Costituire una società direttamente online, i piani del Governo per le startup.

Mancano ancora due settimane per conoscere quali saranno gli interventi in favore delle startup elaborati da Corrado Passera per sostenere ed incentivare le nuove imprese. Il Ministro si è avvalso di una task force ad hoc coordinata da Alessandro Fusacchia che si è occupata di raccogliere feedback e richieste da parte del mondo degli startupper e di certo molti input sono arrivati dall’incontro tra lo stesso Passera e i giovani imprenditori lo scorso maggio all’H Farm di Riccardo Donadon. Secondo quanto anticipato dal Corriere della Sera e dal Sole24Ore, il Governo starebbe prendendo al vaglio l’ipotesi di dare vita ad una iSrl, ovvero una società a responsabilità limitata costituibile con un semplice click.

Per avviare un’impresa, se le voci saranno confermate, sarà necessaria soltanto una comunicazione online alla camera di commercio ed un capitale minimo di un euro. Inoltre per i primi 4 anni di vita dell’attività saranno sospesi gli obblighi di ricapitalizzazione e saranno concesse possibili esenzioni dal divieto di offerta al pubblico di quote di srl startup. Si tratta di interventi importanti che potrebbero immettere nuova linfa vitale al made in Italy di nuova generazione ma che rischiano di creare qualche malumore per il limite di 35 anni imposto per godere di tali benefici, un blocco incomprensibile se si pensa che le difficoltà nell’aprire una nuova attività (uno dei motivi principali dell’impasse economico in cui si trova l’Italia) non riguardano soltanto i giovani imprenditori e che un impulso all’intero settore produttivo porterebbe una crescita occupazionale di cui sarebbero i giovani stessi a fruire per primi.

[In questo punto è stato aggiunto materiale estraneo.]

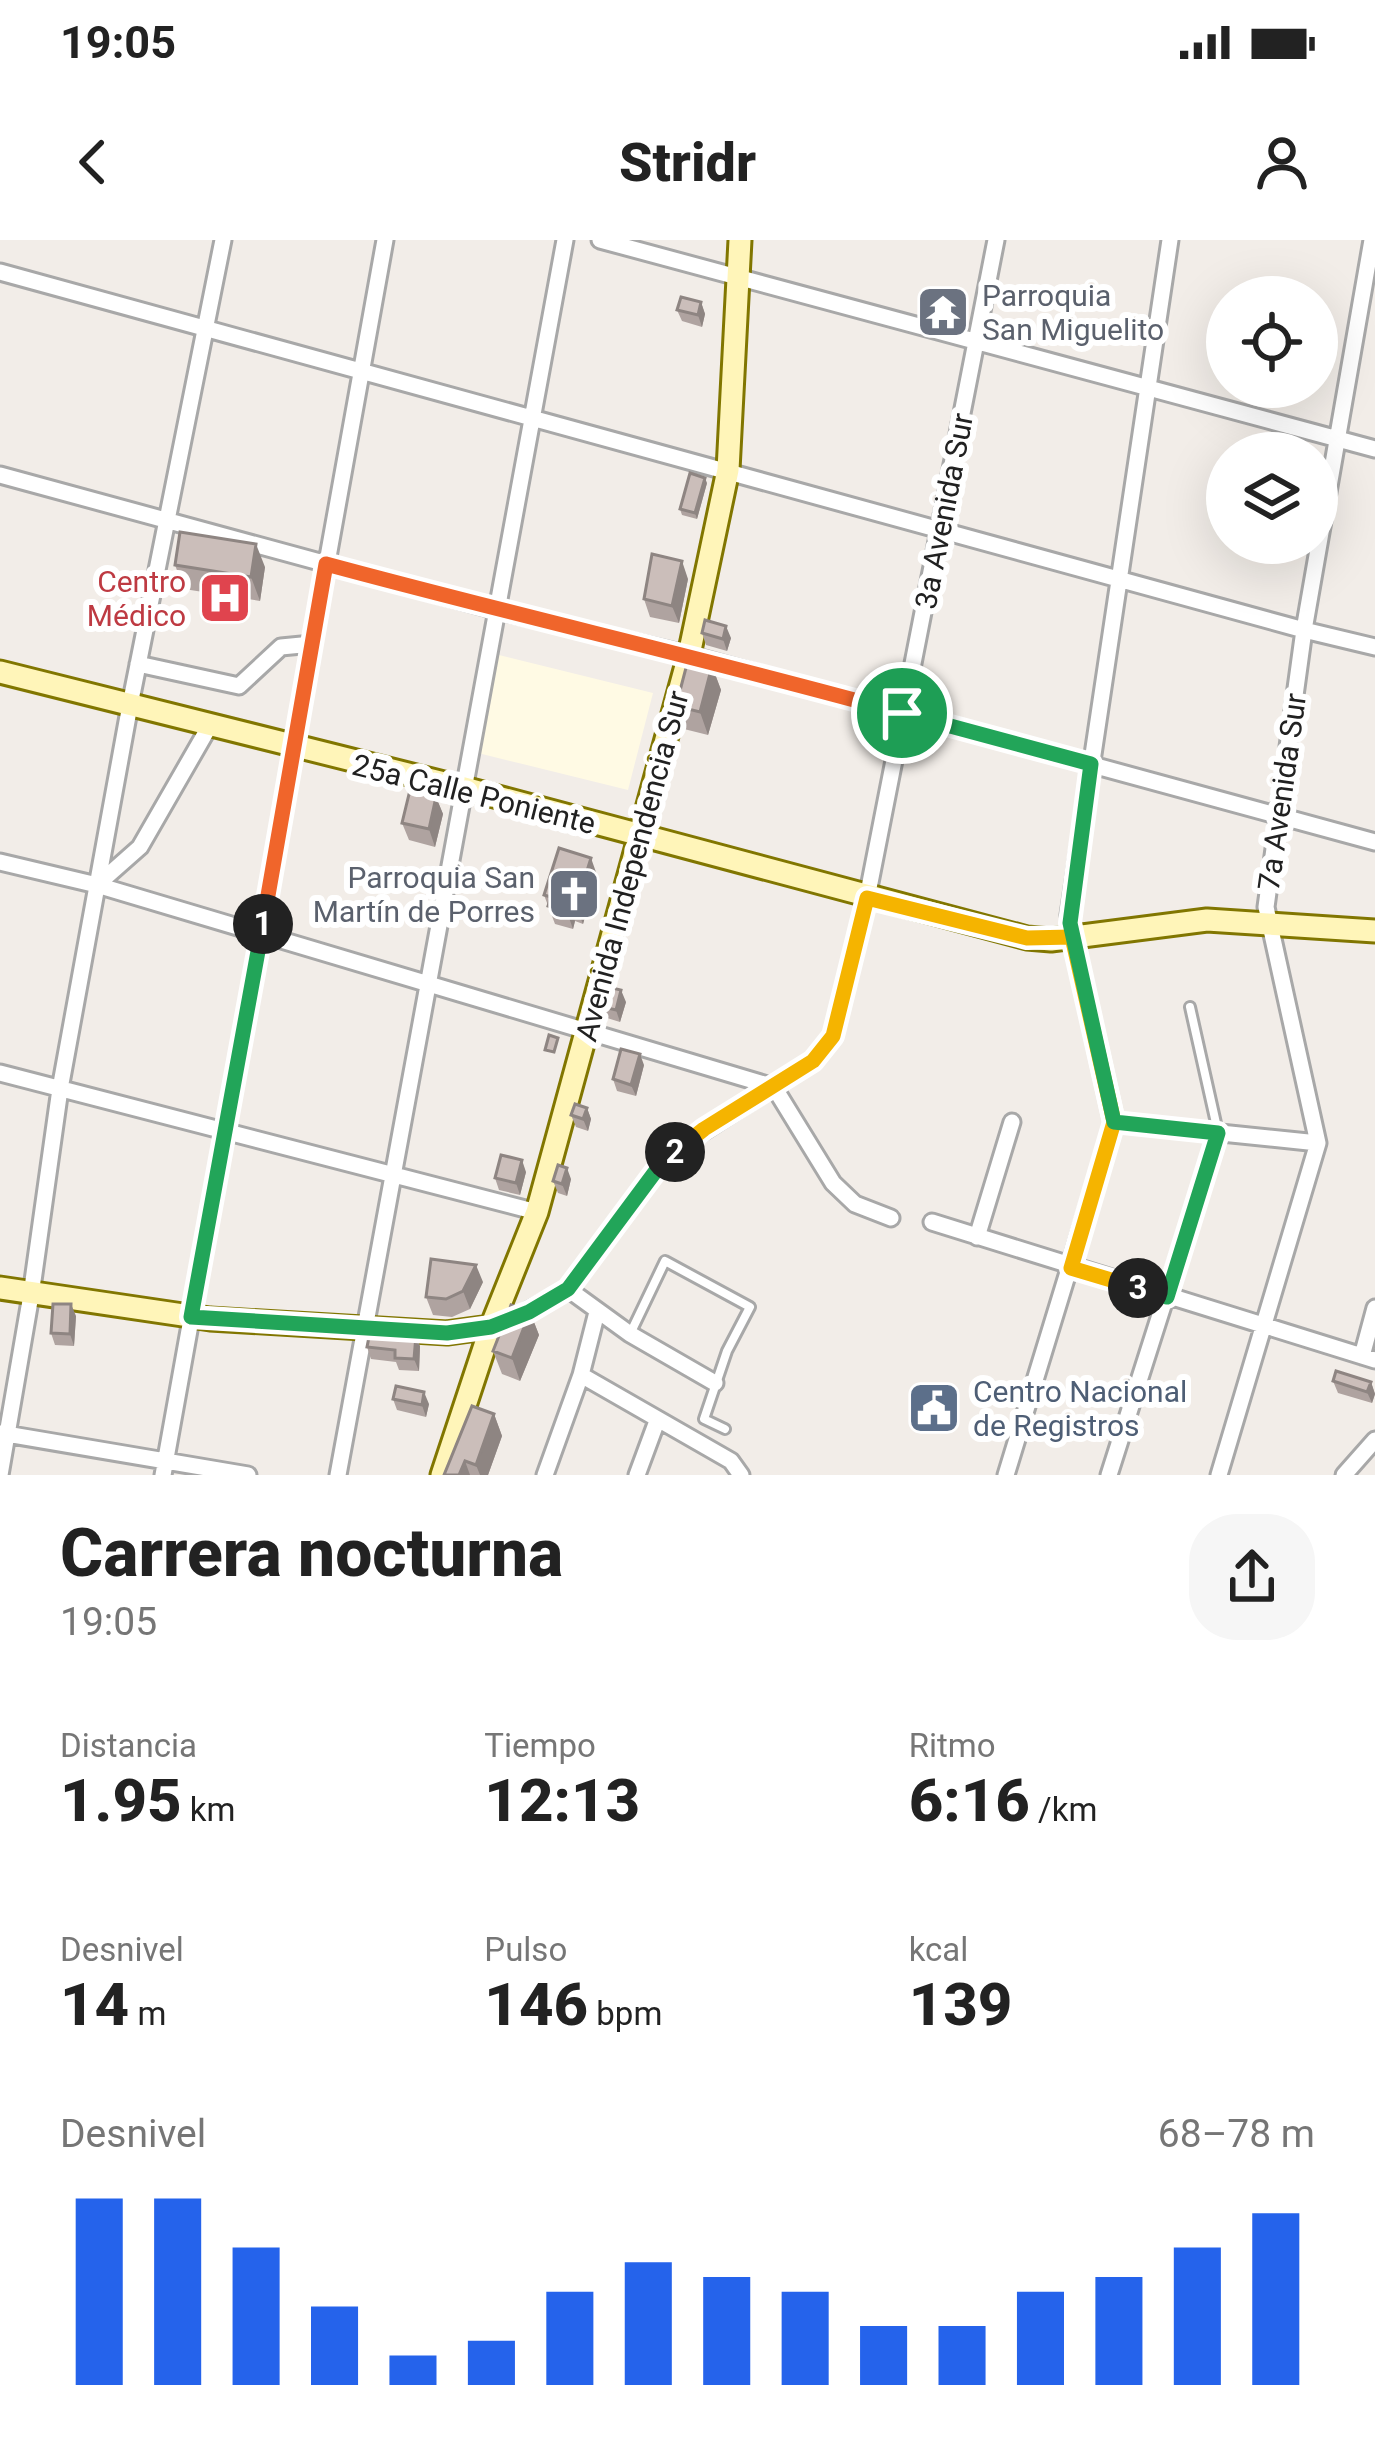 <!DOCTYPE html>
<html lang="es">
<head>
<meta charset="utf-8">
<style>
	:root { --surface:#fff; --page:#f6f6f6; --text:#222; --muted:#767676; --accent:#2563eb }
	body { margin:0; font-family:Roboto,sans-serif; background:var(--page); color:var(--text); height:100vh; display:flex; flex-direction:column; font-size:45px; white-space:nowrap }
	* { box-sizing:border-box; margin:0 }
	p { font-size:39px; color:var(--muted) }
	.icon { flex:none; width:66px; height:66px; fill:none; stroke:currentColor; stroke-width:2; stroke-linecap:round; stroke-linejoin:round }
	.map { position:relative; height:1235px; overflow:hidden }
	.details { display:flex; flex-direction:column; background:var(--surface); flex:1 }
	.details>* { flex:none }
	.controls { position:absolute; left:1206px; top:36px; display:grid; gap:24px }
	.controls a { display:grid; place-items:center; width:132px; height:132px; border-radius:50%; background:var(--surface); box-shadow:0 12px 48px #0002; font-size:60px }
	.pin { position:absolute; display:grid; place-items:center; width:102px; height:102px; color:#fff; margin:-51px; border:6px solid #fff; border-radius:50%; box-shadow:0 3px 12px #0007 }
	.km { position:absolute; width:60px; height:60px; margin:-30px; border-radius:50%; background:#222; color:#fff; font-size:33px; line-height:60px; text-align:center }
	.round { display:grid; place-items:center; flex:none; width:126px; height:126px; border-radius:48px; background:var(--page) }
	.headline { display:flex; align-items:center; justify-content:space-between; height:204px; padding:0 60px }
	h1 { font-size:66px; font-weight:800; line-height:90px }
	.stats { display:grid; grid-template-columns:repeat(3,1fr); gap:18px; height:204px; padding:12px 60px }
	.stats div { display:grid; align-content:center }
	.stats b { font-size:60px; font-weight:800 }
	.stats small { font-size:33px; font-weight:400 }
	.stats p { font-size:33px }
	.chart { height:336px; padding:24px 60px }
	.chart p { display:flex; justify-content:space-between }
	.chart svg { width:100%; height:216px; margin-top:12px; stroke:var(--accent); stroke-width:6 }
	.status { display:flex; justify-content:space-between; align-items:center; height:84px; padding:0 60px; background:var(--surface); direction:ltr }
	.status svg { height:33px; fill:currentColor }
	header { display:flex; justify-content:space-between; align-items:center; height:156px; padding:0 60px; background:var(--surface); font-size:54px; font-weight:800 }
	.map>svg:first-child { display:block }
	.education { fill:#fffae4 }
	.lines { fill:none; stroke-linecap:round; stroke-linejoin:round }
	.lane-casing { stroke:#a8a8a8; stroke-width:14 }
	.street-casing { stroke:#a8a8a8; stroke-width:21 }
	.secondary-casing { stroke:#817600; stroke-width:27 }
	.lane { stroke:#fff; stroke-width:8 }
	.street { stroke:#fff; stroke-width:15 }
	.secondary { stroke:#fff5b9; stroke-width:21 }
	.wall { fill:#afa3a0 }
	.shaded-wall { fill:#8e8582 }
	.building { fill:#cbbeba; stroke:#8e8582; stroke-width:3 }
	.split-1-casing { stroke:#fff; stroke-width:24 }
	.split-2-casing { stroke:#fff; stroke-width:24 }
	.split-3-casing { stroke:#fff; stroke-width:24 }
	.split-4-casing { stroke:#fff; stroke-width:24 }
	.split-1 { stroke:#f0652b; stroke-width:15 }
	.split-2 { stroke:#22a559; stroke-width:15 }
	.split-3 { stroke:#f5b400; stroke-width:15 }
	.split-4 { stroke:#22a559; stroke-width:15 }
	.labels { text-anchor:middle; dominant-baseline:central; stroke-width:12; stroke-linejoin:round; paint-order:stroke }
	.worship-label { font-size:30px; fill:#5b616d; stroke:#fff; text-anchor:start }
	.street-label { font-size:30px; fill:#212121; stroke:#fff }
	.health-label { font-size:30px; fill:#be3a42; stroke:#fff; text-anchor:end }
	.service-label { font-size:30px; fill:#4e5e75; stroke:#fff; text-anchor:start }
</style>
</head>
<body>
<div class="status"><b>19:05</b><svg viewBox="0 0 49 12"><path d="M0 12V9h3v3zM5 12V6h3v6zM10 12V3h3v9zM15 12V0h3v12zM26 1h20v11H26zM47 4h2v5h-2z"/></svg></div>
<header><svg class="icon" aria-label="back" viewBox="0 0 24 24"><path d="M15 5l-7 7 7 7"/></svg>Stridr<svg class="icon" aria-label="person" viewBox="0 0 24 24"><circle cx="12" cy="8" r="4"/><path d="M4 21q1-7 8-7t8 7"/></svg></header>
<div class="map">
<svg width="1375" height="1235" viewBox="0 0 1375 1235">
	<rect width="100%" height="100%" fill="#f2ede8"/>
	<path class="education" d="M499,415l154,38 -25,97 -154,-38z"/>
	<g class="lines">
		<g class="lane-casing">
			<path id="lane" d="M1190,767l28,125
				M631,1092l34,-71 85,46 -23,44 -23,68 21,10"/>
		</g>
		<g class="street-casing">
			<path id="street" d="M600,0l775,209
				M0,32l1304,358 71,17
				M0,235l496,135 193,45 686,187
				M138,424l101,22 42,-39 31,-3
				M0,622l97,23 677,202 59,96 22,21 36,14
				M97,645l43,-38 69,-120
				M0,833l537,139
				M1114,882l204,21
				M932,982l443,138
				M977,997l35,-115
				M568,1049l62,45 85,49
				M515,1078l53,-29 90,-121 23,-22 132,-85 20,-25 34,-138 129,-658
				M1362,1116l13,-48
				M581,1135l150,86 10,14
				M0,1193l248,42
				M0,1235l31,-180 29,-206 70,-384 93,-465
				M163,1235l222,-1235
				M338,1235l227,-1235
				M545,1235l36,-100 16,-63
				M637,1235l20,-54
				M1006,1235l108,-353 -45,-207 101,-675
				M1109,1235l109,-342
				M1219,1235l99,-332 -52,-236 38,-277 68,-390
				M1344,1235l31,-35"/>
		</g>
		<g class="secondary-casing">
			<path id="secondary" d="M0,432l464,116 563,150 24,2 156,-20 168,11
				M0,1048l210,31 237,14 44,-6
				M442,1235l49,-148 46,-115 152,-557 39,-185 12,-230"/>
		</g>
		<use href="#lane" class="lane"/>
		<use href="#street" class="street"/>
		<use href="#secondary" class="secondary"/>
	</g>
	<path class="wall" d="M701,62l4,12 -3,13 -20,-6 -5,-11z
		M707,243l-10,36 -15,-4 -2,-6z
		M175,325l90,2 -5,34 -76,-12z
		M688,339l-9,44 -29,-6 -6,-18z
		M702,393l29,5 -4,13 -21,-6z
		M712,426l9,24 -13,45 -24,-6 -8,-23z
		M436,557l7,17 -8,33 -26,-7 -7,-17z
		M597,635l-14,49 -8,-3 -2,8 -18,-5 -11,-29z
		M626,762l-6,20 -13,-4 -4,-11z
		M644,825l-8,31 -19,-5 -4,-12z
		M587,868l4,11 -3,12 -12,-4 -5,-12z
		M526,932l-6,23 -21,-5 -4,-12z
		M571,939l-4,17 -9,-3 -5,-12z
		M483,1042l-13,27 -18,8 -19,-2 -7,-18z
		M530,1072l9,23 -19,46 -18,-7 -9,-23z
		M76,1076l-2,30 -19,-1 -4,-12z
		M420,1106l-1,25 -20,-1 -3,-8 -25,-3 -4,-12z
		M1333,1141l38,1 4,12 -3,9 -34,-10z
		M393,1159l36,5 -3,13 -29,-7z
		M494,1174l8,22 -14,39h-44z"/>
	<path class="shaded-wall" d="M701,62l4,12 -3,13 -4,-12z
		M705,238l2,5 -10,36 -2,-6z
		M256,304l9,23 -5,34 -9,-24z
		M682,321l6,18 -9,44 -7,-17z
		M726,386l5,12 -4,13 -4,-12z
		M712,426l9,24 -13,45 -8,-23z
		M436,557l7,17 -8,33 -6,-18z
		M591,618l6,17 -14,49 -7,-18z
		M569,664l6,17 -2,8 -6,-17z
		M621,750l5,12 -6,20 -4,-12z
		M640,814l4,11 -8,31 -5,-11z
		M587,868l4,11 -3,12 -5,-12z
		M522,920l4,12 -6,23 -4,-12z
		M567,928l4,11 -4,17 -5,-12z
		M476,1025l7,17 -13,27 -7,-18z
		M71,1064l5,12 -2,30 -4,-12z
		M530,1072l9,23 -19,46 -8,-23z
		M416,1095l4,11 -1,25 -5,-12z
		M1371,1142l4,12 -3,9 -5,-11z
		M424,1152l5,12 -3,13 -4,-12z
		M494,1174l8,22 -14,39h-8l-4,-10z
		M465,1221l5,14h-11z"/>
	<path class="building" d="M681,57l20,5 -3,13 -21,-5z
		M690,233l15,5 -10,35 -15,-4z
		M180,292l76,12 -5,33 -76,-12z
		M652,314l30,7 -10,45 -28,-7z
		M705,380l21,6 -3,13 -21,-6z
		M688,420l24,6 -12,46 -24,-6z
		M410,550l26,7 -7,32 -27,-6z
		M559,608l32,10 -15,48 -7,-2 -2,8 -19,-6 3,-9 -7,-2z
		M608,747l13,3 -5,20 -13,-3z
		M549,795l9,3 -4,14 -9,-2z
		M621,809l19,5 -9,31 -18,-6z
		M575,864l12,4 -4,11 -12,-4z
		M501,915l21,5 -6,23 -21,-5z
		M558,925l9,3 -5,16 -9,-3z
		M431,1019l45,6 -13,26 -17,8 -20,-2z
		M53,1064h18l-1,30 -19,-1z
		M511,1065l19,7 -18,46 -19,-7z
		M370,1092l46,3 -2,24 -19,-1v-8l-28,-3z
		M1336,1131l35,11 -4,10 -34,-11z
		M396,1146l28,6 -2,13 -29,-6z
		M472,1166l22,8 -18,51 -11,-4 -6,14h-15z"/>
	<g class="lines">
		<g class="split-1-casing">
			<path id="split-1" d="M263,684l63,-360c192,52 385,96 576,149"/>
		</g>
		<g class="split-2-casing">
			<path id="split-2" d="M263,684l-72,393 256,16 44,-6 38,-15 39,-23 90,-121 17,-16"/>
		</g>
		<g class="split-3-casing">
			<path id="split-3" d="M675,912l29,-23 109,-68 20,-25 34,-138 160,40 45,-1 42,185 -43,146 67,20"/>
		</g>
		<g class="split-4-casing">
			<path id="split-4" d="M902,473l189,51 -21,159 44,199 104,11 -51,164 -29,-9"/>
		</g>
		<use href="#split-1" class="split-1"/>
		<use href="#split-2" class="split-2"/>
		<use href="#split-3" class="split-3"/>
		<use href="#split-4" class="split-4"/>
	</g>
	<defs>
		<g id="temple-square" transform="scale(2.7)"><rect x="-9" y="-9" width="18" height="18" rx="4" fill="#6b7280" stroke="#fff"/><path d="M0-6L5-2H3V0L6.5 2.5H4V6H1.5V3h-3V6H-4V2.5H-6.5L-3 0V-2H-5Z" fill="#fff"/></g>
		<g id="hospital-square" transform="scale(2.7)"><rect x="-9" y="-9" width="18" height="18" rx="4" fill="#e0444e" stroke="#fff"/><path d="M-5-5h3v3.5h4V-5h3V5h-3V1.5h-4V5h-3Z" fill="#fff"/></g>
		<g id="church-square" transform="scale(2.7)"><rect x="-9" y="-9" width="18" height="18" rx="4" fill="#6b7280" stroke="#fff"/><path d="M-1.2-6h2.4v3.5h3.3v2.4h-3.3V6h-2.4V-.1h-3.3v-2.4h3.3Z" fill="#fff"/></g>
		<g id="civic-square" transform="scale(2.7)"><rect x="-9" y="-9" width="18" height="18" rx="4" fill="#5c6f8a" stroke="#fff"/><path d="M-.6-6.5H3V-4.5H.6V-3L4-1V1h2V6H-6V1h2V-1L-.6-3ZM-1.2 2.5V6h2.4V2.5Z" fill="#fff"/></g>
	</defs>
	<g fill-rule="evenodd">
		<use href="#temple-square" x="943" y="72"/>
		<use href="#hospital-square" x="225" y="358"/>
		<use href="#church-square" x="574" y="654"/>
		<use href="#civic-square" x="934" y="1168"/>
	</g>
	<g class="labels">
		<g class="worship-label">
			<text x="982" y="55">Parroquia<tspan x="982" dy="34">San Miguelito</tspan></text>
			<text x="535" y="637" text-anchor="end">Parroquia San<tspan x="535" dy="34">Martín de Porres</tspan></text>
		</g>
		<g class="street-label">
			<text transform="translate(944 271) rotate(-79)">3a Avenida Sur</text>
			<text transform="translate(1282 552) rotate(-82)">7a Avenida Sur</text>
			<text transform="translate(474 554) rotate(14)">25a Calle Poniente</text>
			<text transform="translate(632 626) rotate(-75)">Avenida Independencia Sur</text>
		</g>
		<g class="health-label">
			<text x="186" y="341">Centro<tspan x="186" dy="34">Médico</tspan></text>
		</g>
		<g class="service-label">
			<text x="973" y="1151">Centro Nacional<tspan x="973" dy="34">de Registros</tspan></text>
		</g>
	</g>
</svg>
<div class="controls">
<a><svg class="icon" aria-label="locate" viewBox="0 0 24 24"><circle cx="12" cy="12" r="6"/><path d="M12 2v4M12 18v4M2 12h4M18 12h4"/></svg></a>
<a><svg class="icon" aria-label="layers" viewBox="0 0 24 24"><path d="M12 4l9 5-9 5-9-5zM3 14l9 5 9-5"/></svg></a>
</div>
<div class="pin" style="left:902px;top:473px;background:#1e9e55"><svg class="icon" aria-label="arrive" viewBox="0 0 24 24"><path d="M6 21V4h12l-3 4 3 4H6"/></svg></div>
<b class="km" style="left:263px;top:684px">1</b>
<b class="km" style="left:675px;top:912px">2</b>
<b class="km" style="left:1138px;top:1048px">3</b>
</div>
<section class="details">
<div class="headline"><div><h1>Carrera nocturna</h1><p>19:05</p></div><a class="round"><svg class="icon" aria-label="share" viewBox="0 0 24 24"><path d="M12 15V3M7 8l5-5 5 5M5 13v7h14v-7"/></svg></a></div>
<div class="stats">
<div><p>Distancia</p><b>1.95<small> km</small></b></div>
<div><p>Tiempo</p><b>12:13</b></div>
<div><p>Ritmo</p><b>6:16<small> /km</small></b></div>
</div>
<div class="stats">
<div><p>Desnivel</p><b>14<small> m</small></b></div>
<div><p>Pulso</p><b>146<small> bpm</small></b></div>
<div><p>kcal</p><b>139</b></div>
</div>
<div class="chart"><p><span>Desnivel</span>68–78 m</p>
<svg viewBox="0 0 160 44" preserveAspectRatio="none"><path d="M5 44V6M15 44V6M25 44V16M35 44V28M45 44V38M55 44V35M65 44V25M75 44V19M85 44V22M95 44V25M105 44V32M115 44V32M125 44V25M135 44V22M145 44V16M155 44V9"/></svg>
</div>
</section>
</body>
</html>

Oltre al nuovo tipo di società, sempre secondo le anticipazioni, il Governo starebbe pensando ad una serie di interventi per promuovere il processo di alfabetizzazione digitale del nostro paese, come l’istituzione di un “domicilio digitale”, con l’assegnazione di una pec per ogni cittadino, e per rilanciare il commercio elettronico, con la possibilità di effettuare pagamenti elettronici per tutte le imprese pubbliche, oltre alla creazione del tanto discusso (e mai realizzato) catasto delle reti.